Having begun as a way of making a bit of extra cash, Ruth didn’t imagine her Avon job would lead to a career.

After graduating in 2009, she got a place on a graduate training scheme doing human resources in Sheffield. She continued to do Avon in her spare time, then in October 2010, quit her job altogether and moved back to Durham. She now runs her Avon business whilst doing a Master’s degree in HR.

“My friends were a bit sceptical at first, but I’ve always wanted my own business, so I decided to give it a go,” she says.

Ruth has expanded her customer base and become an Avon sales leader and now runs the business with her mum. They have 100 sales reps between them and are responsible for recruiting and managing their team.

“I’m good at the computer side and my mum’s more organised with the orders and looking at who needs what. We work alongside each other to recruit our teams of representatives and being able to turn to her when I’ve needed support and advice has been really beneficial.”

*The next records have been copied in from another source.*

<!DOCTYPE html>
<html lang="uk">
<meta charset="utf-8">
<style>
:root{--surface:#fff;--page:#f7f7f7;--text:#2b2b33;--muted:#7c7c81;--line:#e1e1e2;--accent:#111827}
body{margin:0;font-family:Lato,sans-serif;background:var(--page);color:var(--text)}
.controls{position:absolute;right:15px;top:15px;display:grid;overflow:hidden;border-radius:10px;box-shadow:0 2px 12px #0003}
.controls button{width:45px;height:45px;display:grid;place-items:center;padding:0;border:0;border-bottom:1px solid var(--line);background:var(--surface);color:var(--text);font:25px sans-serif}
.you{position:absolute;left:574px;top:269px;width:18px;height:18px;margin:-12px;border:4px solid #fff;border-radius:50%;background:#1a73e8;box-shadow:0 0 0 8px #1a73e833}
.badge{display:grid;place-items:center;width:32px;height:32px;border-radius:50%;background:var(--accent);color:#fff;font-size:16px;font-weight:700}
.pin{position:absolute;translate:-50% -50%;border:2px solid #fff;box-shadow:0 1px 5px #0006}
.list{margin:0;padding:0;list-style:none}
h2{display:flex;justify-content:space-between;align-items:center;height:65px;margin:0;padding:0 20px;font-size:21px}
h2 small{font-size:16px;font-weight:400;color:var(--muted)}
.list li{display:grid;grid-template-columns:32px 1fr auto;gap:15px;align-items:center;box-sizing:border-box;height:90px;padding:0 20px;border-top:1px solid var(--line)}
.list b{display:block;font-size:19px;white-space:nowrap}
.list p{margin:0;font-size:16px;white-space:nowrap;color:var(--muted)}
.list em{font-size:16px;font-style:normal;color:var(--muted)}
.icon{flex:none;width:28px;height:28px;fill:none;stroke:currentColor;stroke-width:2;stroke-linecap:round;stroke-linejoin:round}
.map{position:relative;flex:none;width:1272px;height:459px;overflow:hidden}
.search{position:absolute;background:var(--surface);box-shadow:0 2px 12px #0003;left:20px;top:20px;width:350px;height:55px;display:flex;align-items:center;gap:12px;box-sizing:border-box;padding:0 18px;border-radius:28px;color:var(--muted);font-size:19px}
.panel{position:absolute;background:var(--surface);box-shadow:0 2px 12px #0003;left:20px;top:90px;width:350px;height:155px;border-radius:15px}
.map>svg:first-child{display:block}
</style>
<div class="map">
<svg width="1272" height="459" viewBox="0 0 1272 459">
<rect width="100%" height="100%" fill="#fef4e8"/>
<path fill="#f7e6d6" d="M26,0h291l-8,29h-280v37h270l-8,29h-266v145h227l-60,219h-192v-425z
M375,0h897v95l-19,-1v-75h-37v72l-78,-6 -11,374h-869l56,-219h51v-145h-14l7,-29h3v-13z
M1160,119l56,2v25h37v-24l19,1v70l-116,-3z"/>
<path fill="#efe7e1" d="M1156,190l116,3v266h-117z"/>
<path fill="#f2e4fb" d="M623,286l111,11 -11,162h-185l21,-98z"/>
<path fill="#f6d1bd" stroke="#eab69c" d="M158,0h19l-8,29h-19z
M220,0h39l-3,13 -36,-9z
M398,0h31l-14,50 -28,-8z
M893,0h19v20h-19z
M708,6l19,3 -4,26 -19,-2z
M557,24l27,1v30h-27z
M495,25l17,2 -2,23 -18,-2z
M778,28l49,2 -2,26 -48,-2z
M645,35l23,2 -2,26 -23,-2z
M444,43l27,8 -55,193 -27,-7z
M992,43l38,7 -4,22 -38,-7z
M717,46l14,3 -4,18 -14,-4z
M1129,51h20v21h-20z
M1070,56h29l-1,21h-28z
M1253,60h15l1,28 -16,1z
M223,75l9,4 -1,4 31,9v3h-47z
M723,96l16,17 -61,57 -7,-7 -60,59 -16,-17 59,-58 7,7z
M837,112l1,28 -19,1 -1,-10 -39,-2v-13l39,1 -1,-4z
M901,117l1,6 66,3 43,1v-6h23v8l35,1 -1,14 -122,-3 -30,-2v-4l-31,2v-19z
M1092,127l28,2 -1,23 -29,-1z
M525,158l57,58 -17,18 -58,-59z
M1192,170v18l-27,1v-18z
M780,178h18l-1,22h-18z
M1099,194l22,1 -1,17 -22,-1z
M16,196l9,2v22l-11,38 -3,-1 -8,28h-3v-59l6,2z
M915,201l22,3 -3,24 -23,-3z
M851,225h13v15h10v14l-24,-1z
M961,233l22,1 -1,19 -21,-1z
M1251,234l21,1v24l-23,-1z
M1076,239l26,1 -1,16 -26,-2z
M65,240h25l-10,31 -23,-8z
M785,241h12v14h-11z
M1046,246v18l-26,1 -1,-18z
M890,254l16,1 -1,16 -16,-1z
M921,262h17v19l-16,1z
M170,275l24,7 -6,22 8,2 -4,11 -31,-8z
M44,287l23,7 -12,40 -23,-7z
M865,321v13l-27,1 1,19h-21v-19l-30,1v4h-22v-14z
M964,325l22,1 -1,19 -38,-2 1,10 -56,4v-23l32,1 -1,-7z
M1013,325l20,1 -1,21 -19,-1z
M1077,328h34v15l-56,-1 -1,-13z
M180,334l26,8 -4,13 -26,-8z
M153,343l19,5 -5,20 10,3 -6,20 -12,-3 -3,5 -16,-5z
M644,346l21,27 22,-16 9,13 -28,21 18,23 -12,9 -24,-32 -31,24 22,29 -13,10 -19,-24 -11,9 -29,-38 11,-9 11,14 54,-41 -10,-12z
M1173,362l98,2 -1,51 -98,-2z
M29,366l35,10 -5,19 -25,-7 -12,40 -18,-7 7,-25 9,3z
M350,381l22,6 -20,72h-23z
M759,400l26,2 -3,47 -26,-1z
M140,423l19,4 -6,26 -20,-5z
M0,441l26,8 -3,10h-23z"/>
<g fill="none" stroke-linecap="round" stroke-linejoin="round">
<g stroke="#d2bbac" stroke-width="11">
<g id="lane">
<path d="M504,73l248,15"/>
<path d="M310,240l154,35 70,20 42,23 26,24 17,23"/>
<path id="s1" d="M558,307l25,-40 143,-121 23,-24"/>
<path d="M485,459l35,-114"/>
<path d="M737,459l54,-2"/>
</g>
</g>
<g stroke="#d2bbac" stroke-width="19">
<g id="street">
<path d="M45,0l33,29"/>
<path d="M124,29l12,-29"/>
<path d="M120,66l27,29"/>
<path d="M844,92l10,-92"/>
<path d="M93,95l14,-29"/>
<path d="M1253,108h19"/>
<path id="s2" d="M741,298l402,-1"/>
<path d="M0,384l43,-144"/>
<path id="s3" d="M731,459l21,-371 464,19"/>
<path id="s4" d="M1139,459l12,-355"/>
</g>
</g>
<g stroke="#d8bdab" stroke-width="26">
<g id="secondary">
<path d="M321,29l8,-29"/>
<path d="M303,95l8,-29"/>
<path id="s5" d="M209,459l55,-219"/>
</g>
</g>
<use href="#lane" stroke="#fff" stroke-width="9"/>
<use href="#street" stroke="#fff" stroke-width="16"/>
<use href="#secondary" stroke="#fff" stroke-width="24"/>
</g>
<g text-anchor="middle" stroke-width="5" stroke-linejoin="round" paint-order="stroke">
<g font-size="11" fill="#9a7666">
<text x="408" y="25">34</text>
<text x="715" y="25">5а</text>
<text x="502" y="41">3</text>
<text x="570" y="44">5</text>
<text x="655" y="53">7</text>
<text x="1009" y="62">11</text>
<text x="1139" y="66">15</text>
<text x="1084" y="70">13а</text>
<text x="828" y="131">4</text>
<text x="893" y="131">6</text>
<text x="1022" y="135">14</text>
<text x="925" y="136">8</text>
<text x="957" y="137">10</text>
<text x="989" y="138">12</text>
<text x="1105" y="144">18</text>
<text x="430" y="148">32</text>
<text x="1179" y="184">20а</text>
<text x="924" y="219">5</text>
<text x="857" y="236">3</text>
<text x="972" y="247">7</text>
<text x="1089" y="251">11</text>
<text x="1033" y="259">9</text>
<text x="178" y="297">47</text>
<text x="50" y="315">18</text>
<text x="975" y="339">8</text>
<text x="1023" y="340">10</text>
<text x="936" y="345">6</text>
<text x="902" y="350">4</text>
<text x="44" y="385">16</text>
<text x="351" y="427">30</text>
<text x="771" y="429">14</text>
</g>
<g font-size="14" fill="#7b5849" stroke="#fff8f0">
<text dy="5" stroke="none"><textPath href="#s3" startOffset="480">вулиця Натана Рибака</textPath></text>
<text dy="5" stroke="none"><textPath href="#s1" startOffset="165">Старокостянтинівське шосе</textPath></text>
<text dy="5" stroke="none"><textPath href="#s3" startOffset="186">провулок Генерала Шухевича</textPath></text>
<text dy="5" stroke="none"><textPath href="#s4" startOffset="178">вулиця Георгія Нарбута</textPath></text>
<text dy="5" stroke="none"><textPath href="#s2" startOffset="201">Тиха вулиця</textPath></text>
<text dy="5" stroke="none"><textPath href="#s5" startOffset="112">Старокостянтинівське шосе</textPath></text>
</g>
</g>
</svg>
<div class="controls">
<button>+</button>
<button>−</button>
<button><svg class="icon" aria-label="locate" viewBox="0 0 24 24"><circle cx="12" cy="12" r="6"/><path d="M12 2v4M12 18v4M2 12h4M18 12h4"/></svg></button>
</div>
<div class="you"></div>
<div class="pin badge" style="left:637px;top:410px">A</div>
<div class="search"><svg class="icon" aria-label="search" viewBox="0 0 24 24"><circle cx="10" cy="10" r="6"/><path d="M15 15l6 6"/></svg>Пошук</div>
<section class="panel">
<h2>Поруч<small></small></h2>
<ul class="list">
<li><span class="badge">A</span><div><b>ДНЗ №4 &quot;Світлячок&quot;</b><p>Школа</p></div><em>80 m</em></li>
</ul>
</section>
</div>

What began as a short-term money earner to help Ruth get through university, now pays for her to have her own car and go on holiday (she went away three times last year).

“I think everyone’s familiar with Avon. I never tried to push it on my friends, it sells itself,” she says. “A lot of customers are quite loyal. I was allocated 100 houses when I started and six years later, I’m still covering the same territory.”

“The biggest challenge is making people see that it’s a viable business opportunity and not just something housewives do for a bit of extra cash.

It’s available to everyone, you just have to be self-motivated and have the drive to go out there and do it. It was really valuable for me as a student.

“ With the job market so competitive and youth unemployment at a record high, direct selling such as Avon has become increasingly popular with students as well as mums with young children looking for flexible hours and a chance to be their own boss.

Ruth is currently working a 40 hour week and says her goal for the end of the year is to earn more than £26,000. “Every year I want to increase it, I have a plan and know exactly what I need to do,” she says.

If former unemployed print worker, Debbie Davis, from Sunderland, is anything to go by, she could be on the right track. Back in 2010, Debbie became Avon’s first millionairess.